Provided data —

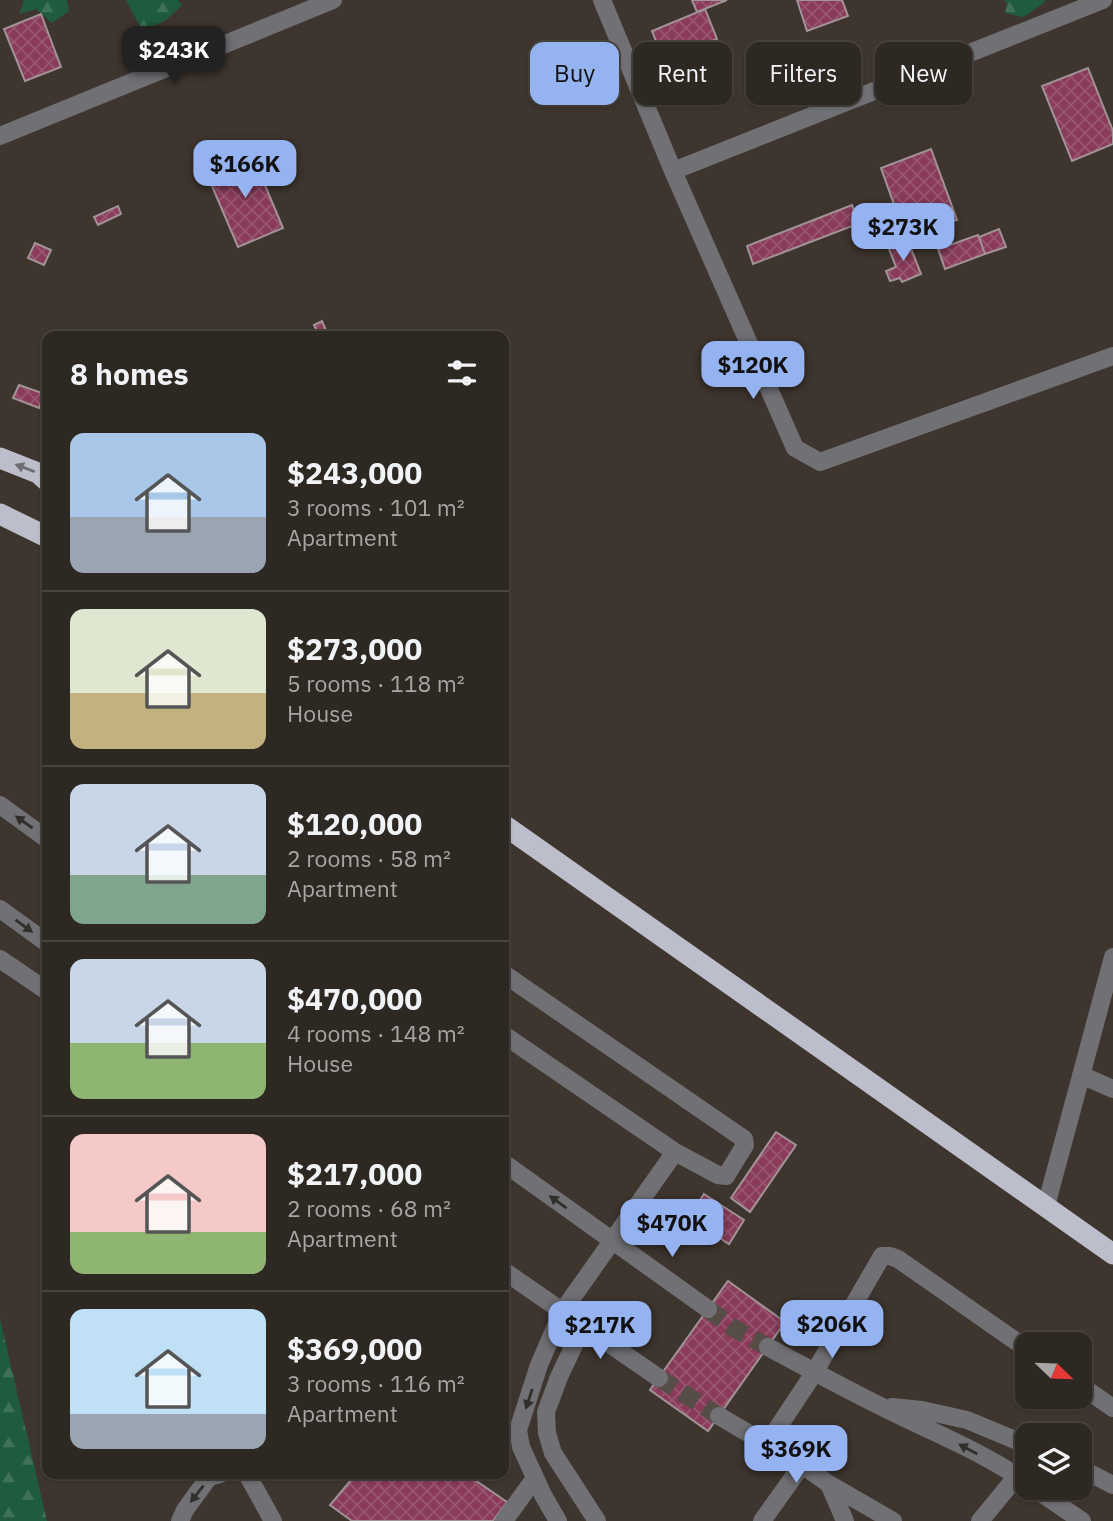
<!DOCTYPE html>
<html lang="en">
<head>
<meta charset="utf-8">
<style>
  body { margin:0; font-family:"IBM Plex Sans",sans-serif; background:#3a342f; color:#f1f3f6; height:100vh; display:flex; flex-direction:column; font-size:26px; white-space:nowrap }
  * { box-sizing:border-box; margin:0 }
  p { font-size:23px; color:#a7a6a5 }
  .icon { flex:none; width:38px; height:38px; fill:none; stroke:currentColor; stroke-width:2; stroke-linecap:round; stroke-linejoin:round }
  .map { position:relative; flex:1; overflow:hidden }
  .panel { position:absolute; left:42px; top:331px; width:467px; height:1148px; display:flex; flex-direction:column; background:#2e2822; border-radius:14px; box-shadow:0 2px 5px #0004,0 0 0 2px #494440 }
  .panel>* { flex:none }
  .banner { position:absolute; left:530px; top:42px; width:478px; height:63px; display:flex; gap:14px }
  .needle { width:46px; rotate:113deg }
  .fabs { position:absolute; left:1015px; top:1332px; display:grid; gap:14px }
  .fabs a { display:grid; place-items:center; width:77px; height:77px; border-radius:14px; background:#2e2822; box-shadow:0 2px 5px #0004,0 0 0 2px #494440; font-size:35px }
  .price { position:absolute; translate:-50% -60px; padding:0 16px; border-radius:14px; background:#95b2f1; color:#111; font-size:23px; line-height:46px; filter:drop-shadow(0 2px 4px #0008) }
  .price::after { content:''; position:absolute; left:50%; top:42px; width:21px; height:16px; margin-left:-10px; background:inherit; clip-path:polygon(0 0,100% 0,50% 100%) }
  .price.on { background:#222; color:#fff }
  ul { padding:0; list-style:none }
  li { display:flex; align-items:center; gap:21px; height:175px; padding:0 28px }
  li+li { border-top:2px solid #494440 }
  li span { display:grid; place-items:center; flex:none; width:196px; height:140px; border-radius:14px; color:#555 }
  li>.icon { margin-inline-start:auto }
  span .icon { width:84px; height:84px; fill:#fffc; stroke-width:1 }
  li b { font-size:30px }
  h2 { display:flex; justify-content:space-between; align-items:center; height:84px; padding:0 28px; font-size:30px }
  .tag { padding:0 24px; border-radius:14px; background:#2e2822; box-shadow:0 2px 5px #0004,0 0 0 2px #494440; font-size:24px; line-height:63px }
  .tag.on { background:#95b2f1; color:#111 }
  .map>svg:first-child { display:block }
  .forest { fill:url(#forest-firs) }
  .building { fill:url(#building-cross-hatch); stroke:#a19397; stroke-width:2 }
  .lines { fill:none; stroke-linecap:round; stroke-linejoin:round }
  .minor-tunnel { stroke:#554d46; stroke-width:18; stroke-dasharray:18 9; stroke-linecap:butt }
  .minor { stroke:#707075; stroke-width:18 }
  .highway { stroke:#bdbecb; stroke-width:21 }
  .oneway { fill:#6f6e72 }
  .oneway2 { fill:#312e2c }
</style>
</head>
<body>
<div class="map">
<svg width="1113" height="1521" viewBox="0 0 1113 1521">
  <defs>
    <pattern id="forest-firs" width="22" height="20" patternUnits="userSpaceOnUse" patternTransform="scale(1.75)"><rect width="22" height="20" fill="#1f5c3d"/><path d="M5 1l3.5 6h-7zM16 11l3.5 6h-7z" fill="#3f7258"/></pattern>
    <pattern id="building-cross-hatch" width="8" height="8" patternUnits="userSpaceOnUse" patternTransform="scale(1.75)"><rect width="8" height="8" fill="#893b59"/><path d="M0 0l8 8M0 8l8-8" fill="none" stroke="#995670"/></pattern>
  </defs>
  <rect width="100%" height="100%" fill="#3e352e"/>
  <path class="forest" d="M24,0H67L69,11L52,23L36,9L19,14Z
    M126,0H178L182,5L165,21L142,30Z
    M1004,0H1045L1044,3L1023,17L1005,13L1007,4Z
    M0,1319L47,1521H0Z"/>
  <path class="building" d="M692,0H727L697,12Z
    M797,0H842L848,16L807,31Z
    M705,9L717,39L664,61L652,31Z
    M41,14L61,67L25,81L4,29Z
    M1088,68L1113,131V144L1072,161L1042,86Z
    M931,149L957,220L906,238L881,168Z
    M251,152L283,228L238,247L206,172Z
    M852,205L860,223L753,264L747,246Z
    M118,206L121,214L98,225L94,217Z
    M999,229L1006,247L985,254L979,237Z
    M978,235L985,254L945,269L938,249Z
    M908,241L921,274L902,282L900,278L890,281L886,271L896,267L889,249Z
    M35,243L51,250L44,265L28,258Z
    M322,321L328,335L327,336H319L314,325Z
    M19,385L45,394L39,408L13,398Z
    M776,1132L796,1145L750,1212L731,1198Z
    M704,1194L744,1220L729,1244L689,1218Z
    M728,1281L785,1322L708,1431L650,1390Z
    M356,1474H466L507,1502L493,1521H352L330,1505Z"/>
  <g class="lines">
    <path class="minor-tunnel" d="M708,1309L735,1329L768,1347
      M659,1378L719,1416"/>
    <path class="minor" d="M602,0L673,171L795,448L820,462L1113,356
      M0,136L333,0
      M673,171L1103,0
      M0,805L47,839
      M0,909L47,943
      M0,959L47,991
      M504,974L744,1139L745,1145L726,1176L718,1175L675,1152L504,1035
      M1081,1075L1113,1089
      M504,1163L708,1309
      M1046,1206L1113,957
      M504,1271L659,1378
      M583,1326L559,1377L546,1412L547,1433L553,1453L597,1521
      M768,1347C814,1372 860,1397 907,1419C948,1439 991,1457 1027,1483
      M1080,1385L1113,1408
      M892,1407L922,1410L967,1420L1027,1445
      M719,1416L802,1465L829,1484L893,1521
      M767,1444L814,1373L882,1256H890L898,1259L1027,1349
      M1080,1468L1113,1485
      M247,1474L273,1521
      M829,1484L845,1521
      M1034,1488L1082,1521
      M180,1521L185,1510L209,1477L220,1474
      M504,1521L535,1478
      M558,1521L543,1495L521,1447L518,1430L539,1365L562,1312L675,1152
      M762,1521L802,1465
      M980,1521L1017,1476L1027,1467"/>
    <path class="highway" d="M0,458L38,473L47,481
      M0,514L47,537
      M504,825L1113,1254"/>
  </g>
  <defs><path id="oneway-solid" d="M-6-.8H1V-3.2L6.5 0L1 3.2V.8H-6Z" transform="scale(1.75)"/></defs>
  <use class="oneway" href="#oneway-solid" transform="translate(25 468) rotate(-159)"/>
  <g class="oneway2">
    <use href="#oneway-solid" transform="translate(24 822) rotate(-145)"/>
    <use href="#oneway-solid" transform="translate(24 926) rotate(36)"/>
    <use href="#oneway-solid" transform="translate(558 1202) rotate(-144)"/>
    <use href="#oneway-solid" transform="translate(529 1399) rotate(108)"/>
    <use href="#oneway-solid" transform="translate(968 1449) rotate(-152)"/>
    <use href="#oneway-solid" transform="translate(197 1494) rotate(128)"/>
  </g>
</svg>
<div class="fabs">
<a><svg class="needle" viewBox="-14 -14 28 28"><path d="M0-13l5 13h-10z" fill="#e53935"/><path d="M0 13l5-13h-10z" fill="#a7a6a5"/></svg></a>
<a><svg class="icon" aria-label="layers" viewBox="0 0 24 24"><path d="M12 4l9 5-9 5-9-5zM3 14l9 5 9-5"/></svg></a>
</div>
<b class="price on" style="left:174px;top:86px">$243K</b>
<b class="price" style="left:245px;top:200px">$166K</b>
<b class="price" style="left:903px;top:263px">$273K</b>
<b class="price" style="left:753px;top:401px">$120K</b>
<b class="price" style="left:672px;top:1259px">$470K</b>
<b class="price" style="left:832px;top:1360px">$206K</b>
<b class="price" style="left:600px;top:1361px">$217K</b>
<b class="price" style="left:796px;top:1485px">$369K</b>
<div class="banner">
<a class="tag on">Buy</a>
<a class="tag">Rent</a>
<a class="tag">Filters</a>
<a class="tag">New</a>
</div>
<section class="panel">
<h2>8 homes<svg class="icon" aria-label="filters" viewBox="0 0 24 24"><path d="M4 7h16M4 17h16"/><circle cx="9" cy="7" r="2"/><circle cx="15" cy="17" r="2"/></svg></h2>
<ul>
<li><span style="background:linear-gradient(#a9c7e8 60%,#9aa5b1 0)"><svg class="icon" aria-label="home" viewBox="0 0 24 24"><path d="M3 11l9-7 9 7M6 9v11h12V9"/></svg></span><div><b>$243,000</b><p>3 rooms · 101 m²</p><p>Apartment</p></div></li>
<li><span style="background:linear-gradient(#dfe7d0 60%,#c2b280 0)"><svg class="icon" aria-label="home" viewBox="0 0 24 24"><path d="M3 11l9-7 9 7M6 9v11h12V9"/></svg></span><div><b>$273,000</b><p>5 rooms · 118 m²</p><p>House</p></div></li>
<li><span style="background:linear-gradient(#c9d6e8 65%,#7fa58c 0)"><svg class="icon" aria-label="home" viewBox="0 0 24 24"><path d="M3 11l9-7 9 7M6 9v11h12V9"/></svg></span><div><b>$120,000</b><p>2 rooms · 58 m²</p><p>Apartment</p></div></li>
<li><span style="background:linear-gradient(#c9d6e8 60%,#8fb573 0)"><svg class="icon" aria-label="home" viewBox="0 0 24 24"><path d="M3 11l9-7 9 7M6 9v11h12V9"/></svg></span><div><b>$470,000</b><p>4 rooms · 148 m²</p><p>House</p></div></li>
<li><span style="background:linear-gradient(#f6c9c9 70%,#8fb573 0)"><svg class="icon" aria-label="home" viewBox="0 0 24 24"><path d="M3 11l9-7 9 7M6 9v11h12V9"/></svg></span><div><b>$217,000</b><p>2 rooms · 68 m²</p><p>Apartment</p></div></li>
<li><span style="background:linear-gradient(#bfe0f5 75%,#9aa5b1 0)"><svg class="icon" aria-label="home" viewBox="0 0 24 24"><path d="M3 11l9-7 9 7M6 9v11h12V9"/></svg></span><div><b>$369,000</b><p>3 rooms · 116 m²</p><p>Apartment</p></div></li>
</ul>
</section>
</div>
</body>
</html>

Brief —
Locate the word "linejoin" in the records above, and return each line that has it.

Exercise output —
  .icon { flex:none; width:38px; height:38px; fill:none; stroke:currentColor; stroke-width:2; stroke-linecap:round; stroke-linejoin:round }
  .lines { fill:none; stroke-linecap:round; stroke-linejoin:round }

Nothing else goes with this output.